Please return every line below that contains the string "中国科学院深圳先进技术研究院".

* **EXTRACTED DATA**
------
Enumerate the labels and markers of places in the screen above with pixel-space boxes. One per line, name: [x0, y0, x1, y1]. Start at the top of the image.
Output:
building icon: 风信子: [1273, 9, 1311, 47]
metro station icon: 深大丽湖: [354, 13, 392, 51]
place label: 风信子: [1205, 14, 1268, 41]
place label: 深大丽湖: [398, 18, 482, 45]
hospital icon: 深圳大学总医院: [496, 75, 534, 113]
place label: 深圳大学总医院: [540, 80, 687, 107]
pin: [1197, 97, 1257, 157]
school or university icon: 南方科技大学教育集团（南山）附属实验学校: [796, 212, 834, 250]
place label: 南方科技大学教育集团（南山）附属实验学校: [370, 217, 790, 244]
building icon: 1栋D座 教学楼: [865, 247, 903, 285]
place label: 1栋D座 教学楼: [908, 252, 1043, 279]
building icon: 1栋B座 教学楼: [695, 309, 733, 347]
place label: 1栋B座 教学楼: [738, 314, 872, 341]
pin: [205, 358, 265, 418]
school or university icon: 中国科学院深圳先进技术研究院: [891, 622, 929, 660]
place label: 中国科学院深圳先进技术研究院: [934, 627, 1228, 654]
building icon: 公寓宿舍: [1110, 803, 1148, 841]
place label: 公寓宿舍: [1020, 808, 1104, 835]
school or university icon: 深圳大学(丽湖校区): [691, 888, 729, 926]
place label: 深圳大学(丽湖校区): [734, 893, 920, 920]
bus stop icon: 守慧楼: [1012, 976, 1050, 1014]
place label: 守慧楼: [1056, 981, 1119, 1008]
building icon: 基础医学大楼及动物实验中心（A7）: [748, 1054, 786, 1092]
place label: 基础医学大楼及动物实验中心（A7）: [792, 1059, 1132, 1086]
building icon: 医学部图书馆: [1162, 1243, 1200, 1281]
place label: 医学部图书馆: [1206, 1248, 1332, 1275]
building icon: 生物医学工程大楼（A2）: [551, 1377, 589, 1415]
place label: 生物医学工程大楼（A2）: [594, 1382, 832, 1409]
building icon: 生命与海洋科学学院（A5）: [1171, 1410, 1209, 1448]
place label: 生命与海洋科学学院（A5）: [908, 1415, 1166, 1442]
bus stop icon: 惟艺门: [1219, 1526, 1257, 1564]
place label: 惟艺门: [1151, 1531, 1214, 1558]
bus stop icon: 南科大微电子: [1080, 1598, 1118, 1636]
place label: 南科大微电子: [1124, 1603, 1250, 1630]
------
* **SOLVED EXERCISE**
school or university icon: 中国科学院深圳先进技术研究院: [891, 622, 929, 660]
place label: 中国科学院深圳先进技术研究院: [934, 627, 1228, 654]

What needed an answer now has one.